Pharmaceutical companies must audit against many regulations and internal standards, with the primary audit groups focused on GMP, GCP, and GLP auditing. Though they share the auditing title and are all responsible for auditing pieces of the drug development and production process, these three audit groups could not be more dissimilar. A recent article titled “Seeing The Bigger Audit Picture with an Enterprise Quality Management System,” details the differences among these auditing groups. However, it also highlights some similarities and discusses how GMP, GCP, and GLP auditing can be effectively tracked and managed in the same enterprise quality management system (EQMS).
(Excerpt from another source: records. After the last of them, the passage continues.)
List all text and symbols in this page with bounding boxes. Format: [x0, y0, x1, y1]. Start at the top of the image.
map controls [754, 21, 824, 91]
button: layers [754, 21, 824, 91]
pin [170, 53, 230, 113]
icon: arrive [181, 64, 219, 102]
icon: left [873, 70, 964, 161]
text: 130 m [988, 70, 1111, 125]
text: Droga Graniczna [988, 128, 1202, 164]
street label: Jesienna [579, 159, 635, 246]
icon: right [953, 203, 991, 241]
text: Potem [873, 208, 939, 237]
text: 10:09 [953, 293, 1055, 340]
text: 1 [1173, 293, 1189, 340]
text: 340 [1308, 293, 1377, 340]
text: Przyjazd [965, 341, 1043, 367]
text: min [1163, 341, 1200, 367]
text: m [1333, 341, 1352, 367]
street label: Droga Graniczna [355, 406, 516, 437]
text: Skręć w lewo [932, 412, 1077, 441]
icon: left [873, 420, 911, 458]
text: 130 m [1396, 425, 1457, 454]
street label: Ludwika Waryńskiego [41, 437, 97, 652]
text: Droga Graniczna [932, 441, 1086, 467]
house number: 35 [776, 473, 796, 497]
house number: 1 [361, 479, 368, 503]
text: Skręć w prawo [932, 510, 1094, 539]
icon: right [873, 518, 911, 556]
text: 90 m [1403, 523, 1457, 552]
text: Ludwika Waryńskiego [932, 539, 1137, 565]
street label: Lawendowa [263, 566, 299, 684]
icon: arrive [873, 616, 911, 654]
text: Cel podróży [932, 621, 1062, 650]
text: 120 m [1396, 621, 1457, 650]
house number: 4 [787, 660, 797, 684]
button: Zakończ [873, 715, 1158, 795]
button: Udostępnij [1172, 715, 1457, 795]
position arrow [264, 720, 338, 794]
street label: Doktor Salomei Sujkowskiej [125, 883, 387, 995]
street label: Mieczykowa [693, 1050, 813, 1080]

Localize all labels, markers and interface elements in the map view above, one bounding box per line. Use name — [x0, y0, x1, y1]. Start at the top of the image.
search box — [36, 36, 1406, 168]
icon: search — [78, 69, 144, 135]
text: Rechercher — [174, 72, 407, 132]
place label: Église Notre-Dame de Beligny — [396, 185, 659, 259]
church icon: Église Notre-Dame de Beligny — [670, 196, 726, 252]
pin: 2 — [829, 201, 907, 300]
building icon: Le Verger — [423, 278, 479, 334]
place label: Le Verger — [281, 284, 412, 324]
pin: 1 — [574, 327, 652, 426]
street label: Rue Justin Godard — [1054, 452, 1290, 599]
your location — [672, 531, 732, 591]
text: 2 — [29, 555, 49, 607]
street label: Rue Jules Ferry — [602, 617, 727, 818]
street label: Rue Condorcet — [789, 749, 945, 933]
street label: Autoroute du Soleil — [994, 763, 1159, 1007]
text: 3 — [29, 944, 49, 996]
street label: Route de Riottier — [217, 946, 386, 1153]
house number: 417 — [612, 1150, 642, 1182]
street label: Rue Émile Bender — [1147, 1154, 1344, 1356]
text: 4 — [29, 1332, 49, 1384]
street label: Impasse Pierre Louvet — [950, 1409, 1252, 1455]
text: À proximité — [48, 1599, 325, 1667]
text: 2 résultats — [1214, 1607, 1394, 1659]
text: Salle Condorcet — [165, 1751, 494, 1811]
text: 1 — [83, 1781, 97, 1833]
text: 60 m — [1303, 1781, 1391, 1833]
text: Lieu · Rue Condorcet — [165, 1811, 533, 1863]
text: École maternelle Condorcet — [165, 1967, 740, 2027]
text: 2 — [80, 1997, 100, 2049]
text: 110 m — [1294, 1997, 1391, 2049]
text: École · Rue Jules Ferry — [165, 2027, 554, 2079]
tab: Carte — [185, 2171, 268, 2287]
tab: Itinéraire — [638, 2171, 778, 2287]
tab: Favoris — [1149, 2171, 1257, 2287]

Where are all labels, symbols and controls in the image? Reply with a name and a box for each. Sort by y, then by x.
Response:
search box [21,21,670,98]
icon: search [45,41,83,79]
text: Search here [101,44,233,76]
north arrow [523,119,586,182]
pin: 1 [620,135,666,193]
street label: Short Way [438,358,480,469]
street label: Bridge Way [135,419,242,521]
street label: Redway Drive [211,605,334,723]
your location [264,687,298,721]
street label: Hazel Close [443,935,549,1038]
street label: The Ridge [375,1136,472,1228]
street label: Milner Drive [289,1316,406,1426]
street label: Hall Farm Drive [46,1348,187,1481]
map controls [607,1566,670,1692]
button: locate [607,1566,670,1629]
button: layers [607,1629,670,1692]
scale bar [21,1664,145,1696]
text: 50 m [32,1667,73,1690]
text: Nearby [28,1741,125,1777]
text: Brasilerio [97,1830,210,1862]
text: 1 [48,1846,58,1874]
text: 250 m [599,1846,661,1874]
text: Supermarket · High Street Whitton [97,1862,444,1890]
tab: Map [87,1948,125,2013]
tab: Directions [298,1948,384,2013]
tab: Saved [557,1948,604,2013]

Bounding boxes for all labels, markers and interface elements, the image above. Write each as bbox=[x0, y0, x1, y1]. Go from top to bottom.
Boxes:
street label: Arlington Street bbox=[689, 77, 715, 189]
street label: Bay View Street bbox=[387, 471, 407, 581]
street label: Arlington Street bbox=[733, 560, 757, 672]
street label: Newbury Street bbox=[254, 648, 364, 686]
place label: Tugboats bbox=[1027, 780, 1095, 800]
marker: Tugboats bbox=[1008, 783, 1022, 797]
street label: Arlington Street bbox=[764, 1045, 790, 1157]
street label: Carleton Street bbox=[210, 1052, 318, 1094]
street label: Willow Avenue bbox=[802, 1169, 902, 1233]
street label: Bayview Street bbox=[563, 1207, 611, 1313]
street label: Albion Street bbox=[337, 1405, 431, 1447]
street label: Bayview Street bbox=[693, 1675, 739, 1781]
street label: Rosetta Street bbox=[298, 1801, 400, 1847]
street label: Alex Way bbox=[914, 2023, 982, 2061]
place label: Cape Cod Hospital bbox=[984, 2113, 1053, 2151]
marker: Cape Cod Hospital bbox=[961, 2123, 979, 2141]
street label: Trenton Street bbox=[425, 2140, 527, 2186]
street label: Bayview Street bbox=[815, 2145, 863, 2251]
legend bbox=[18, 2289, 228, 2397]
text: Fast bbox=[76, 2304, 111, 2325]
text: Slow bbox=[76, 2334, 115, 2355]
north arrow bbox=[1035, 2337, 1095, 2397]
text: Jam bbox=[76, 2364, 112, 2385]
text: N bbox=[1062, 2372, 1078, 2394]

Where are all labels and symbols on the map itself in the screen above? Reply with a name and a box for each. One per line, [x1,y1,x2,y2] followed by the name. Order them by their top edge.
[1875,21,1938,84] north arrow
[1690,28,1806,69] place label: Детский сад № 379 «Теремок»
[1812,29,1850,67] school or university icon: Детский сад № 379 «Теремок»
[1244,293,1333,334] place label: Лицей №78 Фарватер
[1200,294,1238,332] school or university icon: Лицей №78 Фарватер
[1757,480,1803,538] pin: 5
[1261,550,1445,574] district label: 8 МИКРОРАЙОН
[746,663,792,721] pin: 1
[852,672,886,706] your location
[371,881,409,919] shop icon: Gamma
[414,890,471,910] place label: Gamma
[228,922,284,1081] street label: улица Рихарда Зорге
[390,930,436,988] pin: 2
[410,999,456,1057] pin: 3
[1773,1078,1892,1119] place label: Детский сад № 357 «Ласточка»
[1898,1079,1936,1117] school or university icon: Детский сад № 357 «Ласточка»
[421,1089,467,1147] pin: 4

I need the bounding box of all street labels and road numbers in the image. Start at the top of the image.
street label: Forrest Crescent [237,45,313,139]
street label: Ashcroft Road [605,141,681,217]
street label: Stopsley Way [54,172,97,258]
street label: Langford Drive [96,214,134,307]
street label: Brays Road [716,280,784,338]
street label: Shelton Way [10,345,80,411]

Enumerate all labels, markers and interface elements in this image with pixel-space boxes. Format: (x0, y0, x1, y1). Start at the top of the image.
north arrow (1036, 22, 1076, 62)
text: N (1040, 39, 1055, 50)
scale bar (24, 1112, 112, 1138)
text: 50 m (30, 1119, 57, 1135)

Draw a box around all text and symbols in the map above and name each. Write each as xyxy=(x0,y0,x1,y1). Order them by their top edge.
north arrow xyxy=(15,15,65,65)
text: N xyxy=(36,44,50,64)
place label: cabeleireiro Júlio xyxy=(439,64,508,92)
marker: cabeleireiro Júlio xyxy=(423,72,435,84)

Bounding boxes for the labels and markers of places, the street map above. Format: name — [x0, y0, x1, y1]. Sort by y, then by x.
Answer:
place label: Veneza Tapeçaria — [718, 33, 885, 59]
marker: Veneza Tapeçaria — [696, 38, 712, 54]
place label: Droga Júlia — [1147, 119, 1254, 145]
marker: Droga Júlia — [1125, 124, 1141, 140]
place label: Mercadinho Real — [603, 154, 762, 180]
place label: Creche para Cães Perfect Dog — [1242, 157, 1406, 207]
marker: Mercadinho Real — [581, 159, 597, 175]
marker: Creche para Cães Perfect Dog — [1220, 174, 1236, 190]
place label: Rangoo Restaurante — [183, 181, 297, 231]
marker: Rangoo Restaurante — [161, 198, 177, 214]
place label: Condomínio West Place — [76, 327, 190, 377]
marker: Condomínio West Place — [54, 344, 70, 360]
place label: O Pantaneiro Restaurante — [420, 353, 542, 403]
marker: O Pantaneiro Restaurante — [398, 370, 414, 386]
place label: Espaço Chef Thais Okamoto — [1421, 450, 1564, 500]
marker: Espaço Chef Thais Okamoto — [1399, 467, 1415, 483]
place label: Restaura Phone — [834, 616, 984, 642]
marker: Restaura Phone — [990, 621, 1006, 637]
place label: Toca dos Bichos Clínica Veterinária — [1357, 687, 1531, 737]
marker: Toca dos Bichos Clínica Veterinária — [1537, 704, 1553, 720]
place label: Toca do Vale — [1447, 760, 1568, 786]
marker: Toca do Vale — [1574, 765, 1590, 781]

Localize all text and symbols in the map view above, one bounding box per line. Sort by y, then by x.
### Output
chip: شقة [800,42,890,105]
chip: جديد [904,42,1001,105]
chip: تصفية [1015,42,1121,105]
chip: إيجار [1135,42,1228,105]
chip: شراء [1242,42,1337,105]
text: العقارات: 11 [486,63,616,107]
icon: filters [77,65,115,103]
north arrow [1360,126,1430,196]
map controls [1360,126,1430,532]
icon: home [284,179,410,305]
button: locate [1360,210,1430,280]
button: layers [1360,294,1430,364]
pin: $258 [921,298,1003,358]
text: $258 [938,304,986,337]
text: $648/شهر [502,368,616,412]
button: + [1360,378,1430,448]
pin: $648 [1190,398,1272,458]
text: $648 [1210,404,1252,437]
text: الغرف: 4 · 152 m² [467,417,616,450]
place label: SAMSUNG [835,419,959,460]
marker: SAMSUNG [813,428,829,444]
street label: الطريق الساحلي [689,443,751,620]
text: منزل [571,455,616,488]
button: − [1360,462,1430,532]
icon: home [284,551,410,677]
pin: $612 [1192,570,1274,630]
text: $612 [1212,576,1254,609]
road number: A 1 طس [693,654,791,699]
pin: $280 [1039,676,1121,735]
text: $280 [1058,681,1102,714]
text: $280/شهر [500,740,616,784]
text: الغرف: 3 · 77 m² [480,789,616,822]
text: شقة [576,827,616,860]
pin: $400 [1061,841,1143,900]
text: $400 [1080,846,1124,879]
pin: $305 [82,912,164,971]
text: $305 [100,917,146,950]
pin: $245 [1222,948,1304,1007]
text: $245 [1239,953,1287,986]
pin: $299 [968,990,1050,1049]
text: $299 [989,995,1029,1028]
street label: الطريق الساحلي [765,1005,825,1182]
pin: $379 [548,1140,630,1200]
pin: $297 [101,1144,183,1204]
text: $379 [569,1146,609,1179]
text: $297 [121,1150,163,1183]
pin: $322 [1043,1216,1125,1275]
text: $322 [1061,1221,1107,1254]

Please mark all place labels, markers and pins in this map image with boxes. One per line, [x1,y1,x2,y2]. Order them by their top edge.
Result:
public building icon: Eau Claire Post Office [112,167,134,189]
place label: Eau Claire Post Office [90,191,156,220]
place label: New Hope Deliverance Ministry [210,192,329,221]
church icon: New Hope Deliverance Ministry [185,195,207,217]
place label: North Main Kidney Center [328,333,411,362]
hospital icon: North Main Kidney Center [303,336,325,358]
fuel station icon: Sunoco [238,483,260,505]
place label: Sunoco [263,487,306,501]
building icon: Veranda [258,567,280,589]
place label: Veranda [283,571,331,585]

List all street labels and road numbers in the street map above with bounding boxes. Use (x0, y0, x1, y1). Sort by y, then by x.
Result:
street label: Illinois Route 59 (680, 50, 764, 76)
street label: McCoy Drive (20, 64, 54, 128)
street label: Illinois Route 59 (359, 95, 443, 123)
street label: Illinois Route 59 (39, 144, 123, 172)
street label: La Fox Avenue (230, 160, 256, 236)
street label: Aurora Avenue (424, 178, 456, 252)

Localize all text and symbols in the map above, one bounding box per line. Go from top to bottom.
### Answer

Bringing all audit processes into the quality system is a step towards interconnecting all quality related processes. Within the EQMS, an audit observation can feed directly into the investigation and CAPA process, creating visibility throughout the process of issue resolution. When issues are discovered during an audit, using an EQMS, companies can not only correct the issue where it was originally found, but also query for where the same conditions may exist globally.
As discussed in a previous blog post, consolidating auditing point solutions across the enterprise into a centralized, global system provides an opportunity to harmonize auditing processes while maintaining separate workflows, offline auditing guides, and record structure across the various auditing groups. Another benefit to an enterprise audit system is that it gives executive management visibility to potential problems, ensuring critical decisions are made and actions are taken in a timely fashion. The decrease in time needed to make decisions and take action helps ensure a safe product for consumers and saves a pharma company real money.